Granard Motte is the mound which is all that remains visible of a motte-and-bailey castle in Granard, County Longford.


Granard Motte is to be found in Granard village, at the southwest edge of Granard town, three and a half miles west of Lough Kinale, overlooking the valley of the River Inny. At an altitude of 535 feet, it is the highest motte in Ireland, its elevated site providing panoramic views over the surrounding countryside.


Granard motte earthworks were built c. 1199 by a Norman knight, Richard de Tuit. It was erected upon and within a pre-existing hillfort, and has associations with a local branch of the Ó Fearghail clan (Farrell).[1]

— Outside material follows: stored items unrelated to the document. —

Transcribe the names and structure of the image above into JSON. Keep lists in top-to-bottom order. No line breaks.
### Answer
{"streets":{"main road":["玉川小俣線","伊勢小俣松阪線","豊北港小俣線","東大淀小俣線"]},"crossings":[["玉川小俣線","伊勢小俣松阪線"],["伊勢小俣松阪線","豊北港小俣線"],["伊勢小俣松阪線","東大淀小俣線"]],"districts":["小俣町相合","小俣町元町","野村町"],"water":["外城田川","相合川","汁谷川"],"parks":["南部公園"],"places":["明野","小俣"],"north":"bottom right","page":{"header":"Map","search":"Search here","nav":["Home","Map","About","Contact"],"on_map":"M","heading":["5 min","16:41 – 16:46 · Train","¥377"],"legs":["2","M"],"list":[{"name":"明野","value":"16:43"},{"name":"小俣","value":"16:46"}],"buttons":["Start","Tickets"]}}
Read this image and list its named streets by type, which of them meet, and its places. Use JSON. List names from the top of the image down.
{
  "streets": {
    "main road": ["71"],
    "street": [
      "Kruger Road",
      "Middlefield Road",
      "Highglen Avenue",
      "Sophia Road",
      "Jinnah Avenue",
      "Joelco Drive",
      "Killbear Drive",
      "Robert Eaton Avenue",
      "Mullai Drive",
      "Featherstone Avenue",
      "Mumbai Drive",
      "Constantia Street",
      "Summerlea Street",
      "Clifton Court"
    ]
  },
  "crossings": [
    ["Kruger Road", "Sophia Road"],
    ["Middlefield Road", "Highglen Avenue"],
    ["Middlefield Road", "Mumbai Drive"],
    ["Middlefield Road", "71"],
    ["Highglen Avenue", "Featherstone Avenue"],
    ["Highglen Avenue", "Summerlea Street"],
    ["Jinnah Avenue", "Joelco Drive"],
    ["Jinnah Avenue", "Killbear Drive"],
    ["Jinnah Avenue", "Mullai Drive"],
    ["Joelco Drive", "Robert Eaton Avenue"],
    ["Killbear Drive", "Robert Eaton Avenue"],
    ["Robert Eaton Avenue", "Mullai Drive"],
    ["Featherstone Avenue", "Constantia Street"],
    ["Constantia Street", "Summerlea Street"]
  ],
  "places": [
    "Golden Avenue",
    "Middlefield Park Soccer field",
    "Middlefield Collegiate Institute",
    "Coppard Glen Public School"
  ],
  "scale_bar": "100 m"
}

It appears that the castle was intended as a frontier castle on the north-west border of the Anglo-Norman lordship of Meath and designed to hold down the O'Reilly's of southern Breffny.[2] In 1210 King John stayed here during his campaign against Hugh de Lacy.[2][1]

The site later became known as 'Rath Granard'. According to Bradley, it is the most likely location of the inauguration site of the O'Farrells (Bán).[1][3] One prominent member of the family, Sean Ó Fearghail, Chief of Annaly, is believed to have died here immediately after his inauguration in 1475 and was interred at Abbeylara nearby.

The relatively level summit (89 feet) in the north-northwest-south-southeast direction; 72 feet in the east-northeast-west-southwest direction), is about 13 feet above the level of the bailey. An OS trig pillar stand on the top. In 1932 a statue of St Patrick was erected on top of the motte to mark the sesquimillennium of his mission to Ireland.

Many myths are attached to the hollow within the motte: some say there is a castle concealed within it, or gold, or perhaps a grain store. In May 2017 the motte came to nationwide attention when a large hole, about a yard in diameter, was found dug into the side of the mound. The damage required a survey by the National Monuments Service and repairs by the Office of Public Works.[4]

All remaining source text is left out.